| name | state |
| tags | state, key-value, storage, triggers, reactive |
| description | Shared, adapter-backed key/value store addressed by scope and key, with a reactive `state` trigger so other functions can run on every create, update, or delete without polling. |
state
The state worker is a server-side key/value store. Values are addressed by a scope (namespace) and a key, shared across every worker connected to the engine, and persisted through a pluggable adapter (kv or redis). Callers reach the store through six state::* functions invoked with iii.trigger({ function_id: 'state::...', payload }). Install it with iii worker add state; it replaces the engine's built-in iii-state worker, which must be removed from the engine config first.
State does not push updates to SDK clients. Reactivity is delivered by a state trigger type that fires state:created, state:updated, or state:deleted after every successful mutation, so downstream functions can react to data changes without polling. The kv adapter (default) supports in_memory or file_based persistence; redis proxies to a Redis backend. The function surface is identical across adapters.
When to Use
- Two or more functions need shared state without standing up a separate database.
- A counter or per-entity document needs atomic partial updates instead of read-modify-write.
- A write in one function should trigger side effects elsewhere (cache invalidation, audit logs, notifications, projections).
- You want a specific
scope/key watched and reacted to only when that slot changes.
Boundaries
- Schema-free by design — every value is opaque JSON. Use the
configuration worker when entries need a registered JSON Schema and validation.
- Reads (
state::get, state::list, state::list_groups) never fire triggers; only set/update/delete do.
- Trigger delivery is asynchronous and does not roll back the write on handler failure; a delete of a missing key still emits
state:deleted with a null old value.
- Stream-shaped, broadcast-to-subscribers data belongs in the engine's stream surface, not here.

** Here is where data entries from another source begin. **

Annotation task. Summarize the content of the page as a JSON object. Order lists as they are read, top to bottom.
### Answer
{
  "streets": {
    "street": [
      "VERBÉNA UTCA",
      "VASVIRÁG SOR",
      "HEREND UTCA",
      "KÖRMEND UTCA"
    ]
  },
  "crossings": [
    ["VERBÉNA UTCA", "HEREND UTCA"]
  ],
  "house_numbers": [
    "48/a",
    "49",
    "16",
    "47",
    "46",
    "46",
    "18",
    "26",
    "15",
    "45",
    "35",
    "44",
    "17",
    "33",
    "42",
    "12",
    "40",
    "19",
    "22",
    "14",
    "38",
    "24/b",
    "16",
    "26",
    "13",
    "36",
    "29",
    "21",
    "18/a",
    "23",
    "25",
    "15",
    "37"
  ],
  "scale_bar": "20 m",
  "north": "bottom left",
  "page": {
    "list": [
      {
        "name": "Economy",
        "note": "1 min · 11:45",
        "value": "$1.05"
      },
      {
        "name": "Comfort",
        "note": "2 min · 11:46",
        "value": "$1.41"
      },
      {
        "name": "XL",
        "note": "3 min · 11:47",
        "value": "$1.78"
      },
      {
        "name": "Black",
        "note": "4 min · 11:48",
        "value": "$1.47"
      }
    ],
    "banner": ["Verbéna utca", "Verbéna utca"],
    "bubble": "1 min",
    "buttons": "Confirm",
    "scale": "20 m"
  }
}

- The store lives in the worker process: the
kv in_memory backend is lost when the worker stops. Use file_based or redis for data that must survive a restart.
Functions
state::set — write or replace the value at a scope/key; fires state:created or state:updated.
state::get — read one value by scope and key.

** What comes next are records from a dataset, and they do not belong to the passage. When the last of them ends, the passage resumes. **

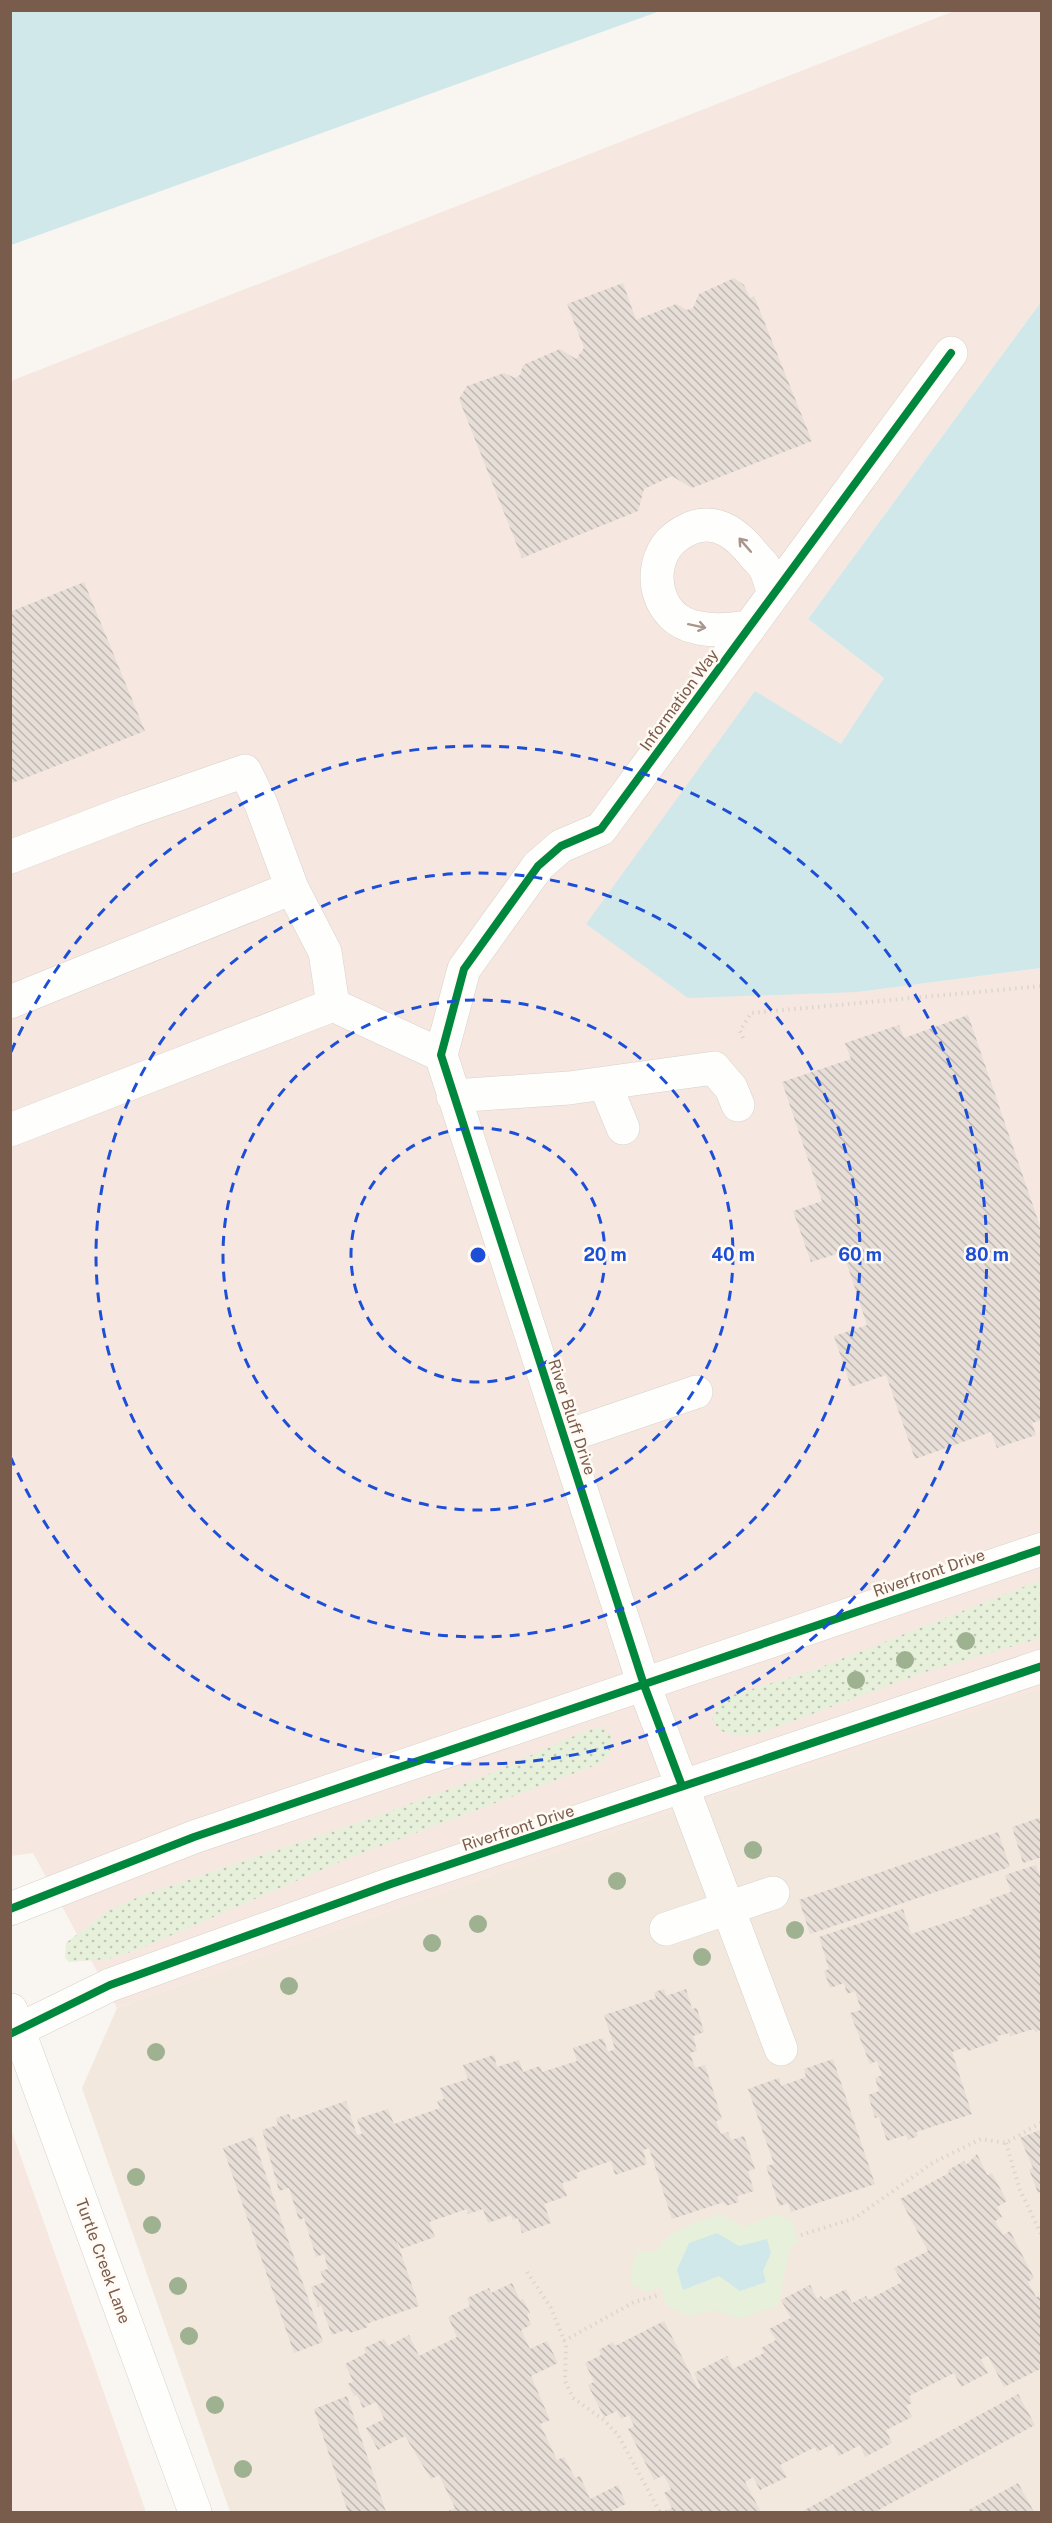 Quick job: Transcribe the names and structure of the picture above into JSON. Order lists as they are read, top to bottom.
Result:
{
  "streets": {
    "street": [
      "Information Way",
      "River Bluff Drive",
      "Riverfront Drive",
      "Turtle Creek Lane"
    ]
  },
  "crossings": [
    ["Information Way", "River Bluff Drive"],
    ["River Bluff Drive", "Riverfront Drive"],
    ["Riverfront Drive", "Turtle Creek Lane"]
  ],
  "rings": [
    "20 m",
    "40 m",
    "60 m",
    "80 m"
  ]
}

state::delete — remove a key and fire state:deleted with the prior value.
state::update — apply ordered atomic ops (set, merge, increment, decrement, append, remove) to the stored value.
state::list — enumerate every value stored in a scope.
state::list_groups — enumerate which scopes currently contain data.
Reactive triggers
Bind a state trigger when a function should run automatically after a value changes — without polling state::get. The worker evaluates every registered state trigger after a successful state::set, state::update, or state::delete and invokes matching handlers asynchronously.
Reach for it when:
- A write in one worker should drive side effects in another (audit logs, cache invalidation, notifications, projections).
- You want optional gating via
condition_function_id so the handler only runs when a predicate on the event is truthy (only an explicit false blocks).
If you only need the new value inside the same function that wrote it, use the mutator's returned old_value / new_value instead of binding a trigger.
How to bind
- Register a handler:
iii.registerFunction('orders::on-status-change', handler).
- Register the trigger:
iii.registerTrigger({
type: 'state',
function_id: 'orders::on-status-change',
config: {
scope: 'orders',
key: 'status',
},
})
All config fields are optional; tighter filters reduce how often the handler runs. To watch several specific keys, register one trigger per scope/key pair. Mutations that fire the trigger: state::set, state::update, state::delete.
The handler receives the event payload { type: "state", event_type, scope, key, old_value, new_value }, where event_type is one of state:created, state:updated, or state:deleted.